I've posted this elsewhere, but it definitely merits posting on this thread:
When we decided to adopt the four brothers from Ethiopia, we looked at our savings, and figured that we would probably be OK (however, there were certain fees we did not figure on, and others went up). However, we did not count on our Chinese adoption getting finished in the same general time frame that it did, and because of that, we likewise did not figure on needing about $25,000 in airline tickets to get the boys from Ethiopia and get us all back to Canada in roughly the same time frame.

We applied for adoption grants from many, many foundations (some of which charge you for applying) but none were forthcoming. It was not surprising, really; we were an American and a Canadian living in China. Whose criteria covers that?

Anyway, time was we were coming down to almost the end of our adoption and were about a week away from having to go to my father for a loan (who figured at three children that we had enough), because we were about $12K short just to finish paying for the adoptions, and had no collateral real-estate wise to go to the bank. I was making not a whole lot teaching English at the time, definitely not enough to save our shortfall in the few months we had.

Then we got a phone call.

The last foundation that had not rejected us (Shaohanna's Hope, founded by Steven Curtis Chapman) called us, and on a bad line, told us they had some good news for us (their usual grants are between $2-4K). They said they'd call back and we nervously waited the few minutes to find out if we were indeed getting help, because though even a $4K grant would not do the trick, it would give us some breathing room and time.

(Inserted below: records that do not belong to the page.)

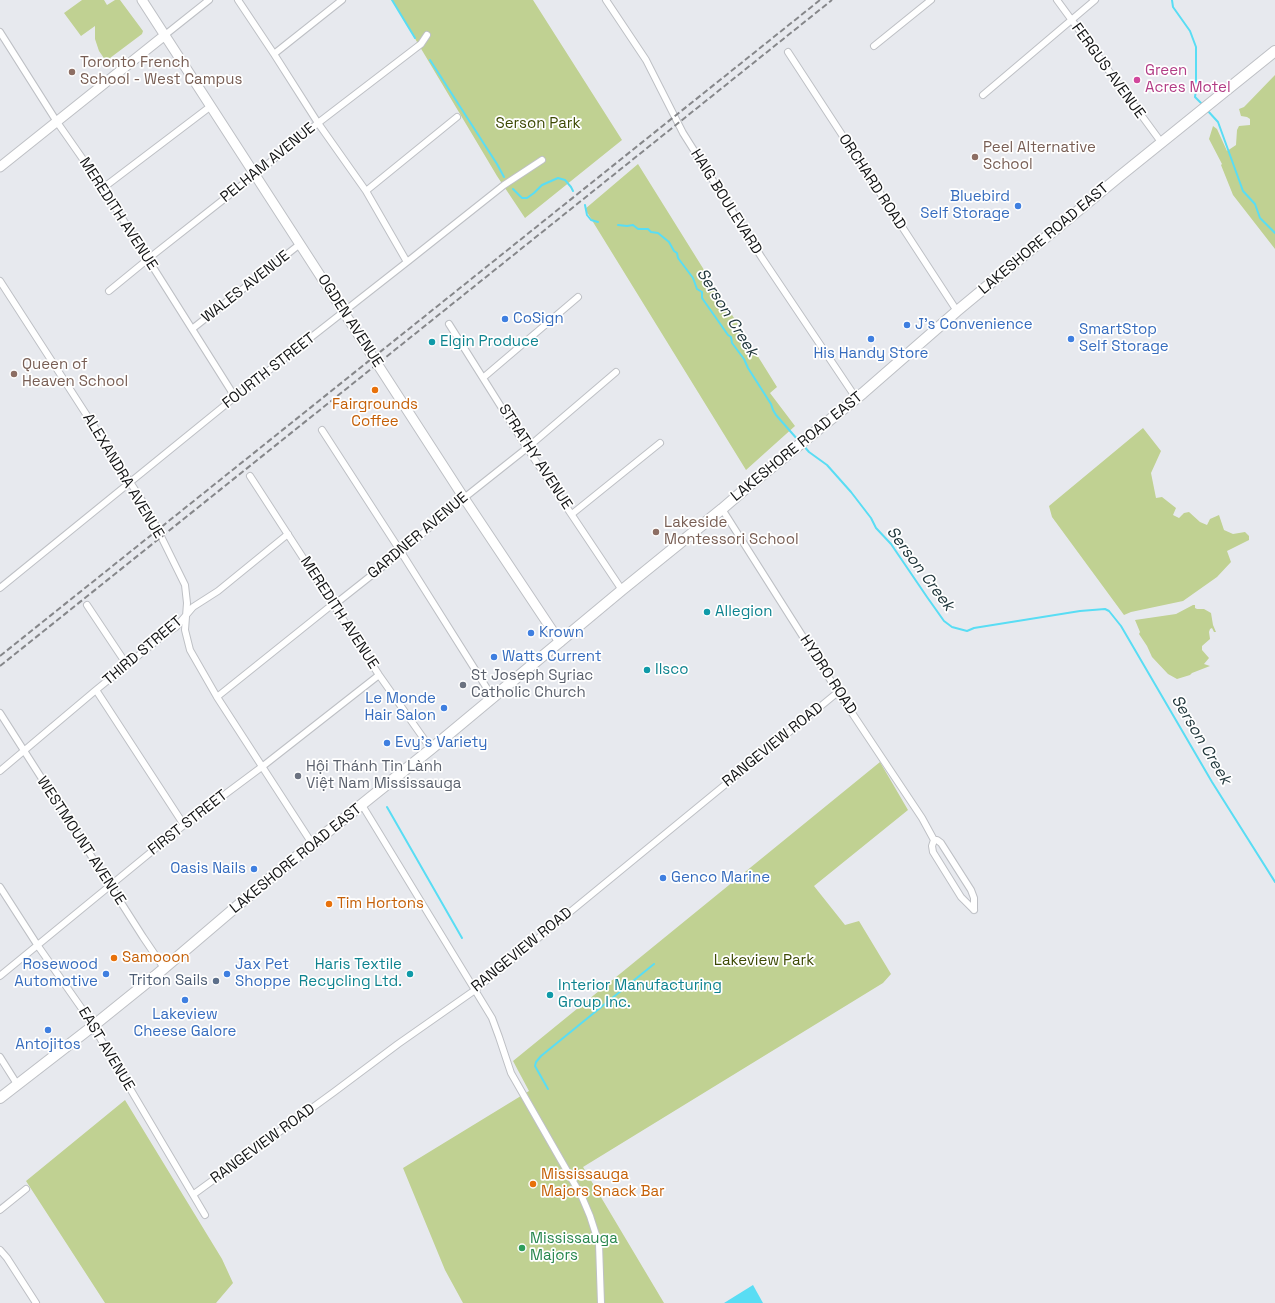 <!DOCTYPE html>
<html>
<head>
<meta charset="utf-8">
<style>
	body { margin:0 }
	canvas { display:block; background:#e7e9ee }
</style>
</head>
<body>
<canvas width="1275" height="1303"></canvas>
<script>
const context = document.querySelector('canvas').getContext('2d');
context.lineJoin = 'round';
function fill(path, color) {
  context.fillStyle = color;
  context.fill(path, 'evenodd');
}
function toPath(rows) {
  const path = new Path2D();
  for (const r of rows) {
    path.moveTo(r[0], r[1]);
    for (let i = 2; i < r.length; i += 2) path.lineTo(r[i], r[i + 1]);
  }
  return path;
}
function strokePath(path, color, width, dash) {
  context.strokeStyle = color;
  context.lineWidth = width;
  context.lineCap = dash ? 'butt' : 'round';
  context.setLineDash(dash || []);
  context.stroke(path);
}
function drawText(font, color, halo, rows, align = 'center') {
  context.font = font + ' "Space Grotesk",sans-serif';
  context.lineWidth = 3.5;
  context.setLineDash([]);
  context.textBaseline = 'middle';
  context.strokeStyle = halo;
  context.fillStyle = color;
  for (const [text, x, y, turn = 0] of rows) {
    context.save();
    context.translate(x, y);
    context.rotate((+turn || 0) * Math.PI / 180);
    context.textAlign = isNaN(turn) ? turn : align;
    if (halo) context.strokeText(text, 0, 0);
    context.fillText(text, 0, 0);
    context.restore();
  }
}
fill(toPath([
	[82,0,104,0,107,5,115,0,120,0,143,31,142,34,106,61,99,51,95,39,95,26,81,36,64,13],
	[392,0,533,0,622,140,525,218,497,176],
	[1275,75,1275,249,1233,195,1221,165,1222,164,1209,139,1213,126,1217,129,1227,151,1236,145,1237,130,1239,126,1250,125,1250,119,1247,117,1241,116,1239,109,1244,107],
	[638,164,777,387,770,393,795,426,746,470,585,209],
	[1143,428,1161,451,1151,473,1156,498,1162,497,1176,508,1173,515,1179,518,1184,513,1189,512,1200,522,1207,525,1210,519,1219,515,1224,530,1233,534,1245,532,1249,536,1249,540,1227,551,1231,562,1217,577,1183,601,1131,612,1124,615,1052,517,1049,506],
	[1193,605,1195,605,1195,608,1197,609,1204,609,1211,613,1213,625,1216,632,1214,632,1212,628,1210,629,1209,632,1210,639,1202,646,1202,650,1209,658,1204,664,1210,666,1192,673,1190,675,1177,679,1168,674,1152,657,1147,646,1139,634,1140,632,1135,620,1176,614],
	[880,762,908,810,814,886,845,925,859,921,891,974,883,983,583,1167,664,1303,463,1303,445,1270,403,1168,529,1091,513,1061],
	[125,1100,222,1259,233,1283,216,1303,105,1303,26,1181]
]), '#c0d192');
fill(toPath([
	[753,1285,763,1303,724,1303]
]), '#59ddf4');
strokePath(toPath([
	[392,0,415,38],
	[1172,0,1173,7,1190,31,1196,47,1196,90,1195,97,1203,105],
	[430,60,497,164,504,177],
	[1207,110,1218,122,1243,191,1255,204,1260,218,1275,233],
	[513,189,522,198,527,198,534,193,542,185,558,178,565,180,571,187,573,191],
	[585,205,587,215,591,220,598,222],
	[618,225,627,226,633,225,638,229,648,229,651,232,658,233,669,242,674,251,677,253,678,258,693,278,697,289,702,292,702,298,728,335,731,337,732,343,744,359,748,368,771,404,773,410,776,415,798,440],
	[803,445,809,452,827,465,851,492,871,518,876,528,891,544,927,597,944,621,952,627,967,631,974,628,1080,611,1105,609,1109,611,1121,626,1212,782,1275,882],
	[387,807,462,938],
	[548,1089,535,1066,536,1062,541,1056,654,964]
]), '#59ddf4', 2);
const street = toPath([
	[238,0,274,54,318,123,366,191,407,262],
	[606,0,646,60,683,133,762,258,856,398],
	[1057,0,1161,142],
	[0,32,57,122,103,188,235,397],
	[165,35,209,0],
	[874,46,931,0],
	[788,52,957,311],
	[274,54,342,0],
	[983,95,1095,0],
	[103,188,211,106],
	[366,191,457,117],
	[0,281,148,510,185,585,187,603,185,630,190,650,217,697,313,845],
	[109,291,153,255,247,181,318,123,421,44,427,35],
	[449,324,527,448,622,590],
	[192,329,300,244],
	[484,377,578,297],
	[322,430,401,552,493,698],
	[250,476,379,675,431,749],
	[722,509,838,692,922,818,934,840],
	[572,514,660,443],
	[0,588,235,397,407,262,504,185,542,160],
	[87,605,127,665],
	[96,690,184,825],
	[217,697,328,608,339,601,401,552,464,498,527,448,616,372],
	[0,713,143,937,164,968],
	[0,771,96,690,165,634,176,627,193,607,218,591,288,534],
	[362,805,492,1018,499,1037,511,1073,582,1197,590,1216,599,1244,601,1303],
	[934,840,937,840,941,843,971,890,974,898,974,910],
	[934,840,932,846,933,852,961,897,974,910],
	[0,887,38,946,87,1016,205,1215],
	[0,976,184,825,263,766,379,675],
	[0,1057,17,1084],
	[194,1194,334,1092,398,1044,475,990,838,692],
	[0,1210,26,1189],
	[0,1250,7,1258,36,1303]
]);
const secondary = toPath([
	[142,0,464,498,560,642],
	[0,167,165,35]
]);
const primary = toPath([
	[0,1098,93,1026,155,976,270,878,431,749,622,590,722,509,751,484,863,393,957,311,1120,176,1275,51]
]);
strokePath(street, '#bec0c5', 8);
strokePath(secondary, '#bec0c5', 11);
strokePath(primary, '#bec0c5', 12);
strokePath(street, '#fff', 6);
strokePath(secondary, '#fff', 9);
strokePath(primary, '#fff', 10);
strokePath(toPath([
	[0,656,820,0],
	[0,666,832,0]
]), '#86878a', 2, [6, 3]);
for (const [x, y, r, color] of [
	[72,72,4,"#8d6e63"],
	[1137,80,4,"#d1479c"],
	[975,157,4,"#8d6e63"],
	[1018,206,4,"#3f7fe0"],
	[505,319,4,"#3f7fe0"],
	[907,325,4,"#3f7fe0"],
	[871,339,4,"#3f7fe0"],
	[1071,339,4,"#3f7fe0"],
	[432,342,4,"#0f9aa8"],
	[14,374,4,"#8d6e63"],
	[375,390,4,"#e8710a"],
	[656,532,4,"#8d6e63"],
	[707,612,4,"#0f9aa8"],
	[531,633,4,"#3f7fe0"],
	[494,657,4,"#3f7fe0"],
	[647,670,4,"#0f9aa8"],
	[463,685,4,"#6b7280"],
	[444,708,4,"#3f7fe0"],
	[387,743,4,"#3f7fe0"],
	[298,776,4,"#6b7280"],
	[254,869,4,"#3f7fe0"],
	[663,878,4,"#3f7fe0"],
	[329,904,4,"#e8710a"],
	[114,958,4,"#e8710a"],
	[106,974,4,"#3f7fe0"],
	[227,974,4,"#3f7fe0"],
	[410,974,4,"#0f9aa8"],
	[216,981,4,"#5c6f8a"],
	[550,995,4,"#0f9aa8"],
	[185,1000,4,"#3f7fe0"],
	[48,1030,4,"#3f7fe0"],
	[533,1184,4,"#e8710a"],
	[522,1248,4,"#2e9e5b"]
]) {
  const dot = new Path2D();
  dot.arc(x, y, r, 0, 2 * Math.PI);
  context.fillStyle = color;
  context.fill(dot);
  strokePath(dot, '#fff', 1.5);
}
drawText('15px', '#785e54', '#fff', [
	["Toronto French",80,63],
	["School - West Campus",80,80],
	["Peel Alternative",983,148],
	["School",983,165],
	["Queen of",22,365],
	["Heaven School",22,382],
	["Lakeside",664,523],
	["Montessori School",664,540]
], 'left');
drawText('15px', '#131415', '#fff', [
	["FERGUS AVENUE",1108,71,54],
	["PELHAM AVENUE",268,163,-39],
	["ORCHARD ROAD",872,182,57],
	["HAIG BOULEVARD",726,202,58],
	["MEREDITH AVENUE",118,214,57],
	["LAKESHORE ROAD EAST",1044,239,-40],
	["WALES AVENUE",246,287,-38],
	["OGDEN AVENUE",350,321,57],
	["FOURTH STREET",269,371,-38],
	["LAKESHORE ROAD EAST",797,447,-39],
	["STRATHY AVENUE",535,457,57],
	["ALEXANDRA AVENUE",123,476,59],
	["GARDNER AVENUE",418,536,-40],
	["MEREDITH AVENUE",339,613,57],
	["THIRD STREET",143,651,-40],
	["HYDRO ROAD",828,675,57],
	["RANGEVIEW ROAD",773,745,-39],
	["FIRST STREET",188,823,-38],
	["WESTMOUNT AVENUE",81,841,57],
	["LAKESHORE ROAD EAST",296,859,-39],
	["RANGEVIEW ROAD",522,950,-39],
	["EAST AVENUE",106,1049,59],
	["RANGEVIEW ROAD",263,1144,-36]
]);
drawText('15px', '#b23c85', '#fff', [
	["Green",1145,71],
	["Acres Motel",1145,88]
], 'left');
drawText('15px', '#3c4903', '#fff', [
	["Serson Park",538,124],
	["Lakeview Park",764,961]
]);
drawText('15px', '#366cbe', '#fff', [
	["Bluebird",1010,197,"right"],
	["Self Storage",1010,214,"right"],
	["CoSign",513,319],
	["J's Convenience",915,325],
	["SmartStop",1079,330],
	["Self Storage",1079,347],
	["His Handy Store",871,354,"center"],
	["Krown",539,633],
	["Watts Current",502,657],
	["Le Monde",436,699,"right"],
	["Hair Salon",436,716,"right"],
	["Evy's Variety",395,743],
	["Oasis Nails",246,869,"right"],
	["Genco Marine",671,878],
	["Rosewood",98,965,"right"],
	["Automotive",98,982,"right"],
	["Jax Pet",235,965],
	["Shoppe",235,982],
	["Lakeview",185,1015,"center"],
	["Cheese Galore",185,1032,"center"],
	["Antojitos",48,1045,"center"]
], 'left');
drawText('15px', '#0d838f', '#fff', [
	["Elgin Produce",440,342],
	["Allegion",715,612],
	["Ilsco",655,670],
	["Haris Textile",402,965,"right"],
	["Recycling Ltd.",402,982,"right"],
	["Interior Manufacturing",558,986],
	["Group Inc.",558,1003]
], 'left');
drawText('15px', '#c56008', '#fff', [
	["Fairgrounds",375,405,"center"],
	["Coffee",375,422,"center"],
	["Tim Hortons",337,904],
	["Samooon",122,958],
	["Mississauga",541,1175],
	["Majors Snack Bar",541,1192]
], 'left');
drawText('15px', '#5b616d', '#fff', [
	["St Joseph Syriac",471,676],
	["Catholic Church",471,693],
	["Hội Thánh Tin Lành",306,767],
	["Việt Nam Mississauga",306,784]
], 'left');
drawText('15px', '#4e5e75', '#fff', [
	["Triton Sails",208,981]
], 'right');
drawText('15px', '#27864d', '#fff', [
	["Mississauga",530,1239],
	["Majors",530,1256]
], 'left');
drawText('italic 16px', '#20363b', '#fff', [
	["Serson Creek",727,313,58],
	["Serson Creek",920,569,53],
	["Serson Creek",1201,740,59]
]);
</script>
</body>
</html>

When they called back, they made it clear that the good news was better than we thought. Instead of $4K, it was $40K! Someone in country music in Nashville, a donor to the foundation, had asked if there was someone who needed a little extra help. Shaohanna's Hope told this person about us, they wrote a cheque, and suddenly the airline tickets and last payment on the adoption was taken care of, with enough left over to help us ship some stuff home. We arrived in Canada nearly destitute but debt free. The Lord was so good to us! (And continues to be in how he has integrated our family).

PS - By the way, though Shaohanna's Hope would not tell us who the donor was, we think it was Faith Hill that was the donor in question from what we've seen on the internet about her. But it may have just been a record producer with a big heart, not sure.


----------



## Christoffer (Feb 16, 2010)

This is a small one, yet still quite funny!

In the autumn last year I was running on a trail. I wore a footpod that registered distance and speed. They are quite expensive and it was perhaps the 3rd or 4th time I used it.

While I was running I felt it come off, and it tumbled into the woods. I looked for it but finally gave up.

I returned some days later and tried again. After a while I decided to leave, but changed my mind and went back again. I also prayed that God would find it for me. 

Just moments after I prayed, another runner stopped and asked what I was looking for. A footpod I said. It turned out he had found it a couple of days earlier and I could come by his house and pick it up!

It didn't lead to anything hugely significant though... I hope I could post it anyway!


----------



## AThornquist (Feb 16, 2010)

This particular story has had a huge impact on my life:

When I was 8 or 9 my dad virtually fathered a teenage boy whose family was in shambles. This boy, Josh, became a part of our family. He was an older brother to me, and son to my parents, and a friend to us all. He was a friend of almost every clique at the high school; he was one of this kids who could get along with _everyone_. Secretly he would drink with his friends and live a party lifestyle. Anyway, after months of fathering this boy the Lord pierced Josh's heart and he responded to the Gospel. He was saved. Shortly thereafter he and I were baptized together by my dad on a Lord's Day morning.

Not long after that he was driving down the highway with some friends and their vehicle veered off the road into a tree, and Josh died. This was a _huge_ blow to our family, as you could imagine. My dad was asked by his mother to preach at Josh's funeral. As I said, Josh was friends with everyone - so the high school offered all students to go to Josh's memorial service instead of attending class. The building was *packed* and kids were lined up for blocks outside the particular building. There my dad preached the Gospel. So many ears heard it.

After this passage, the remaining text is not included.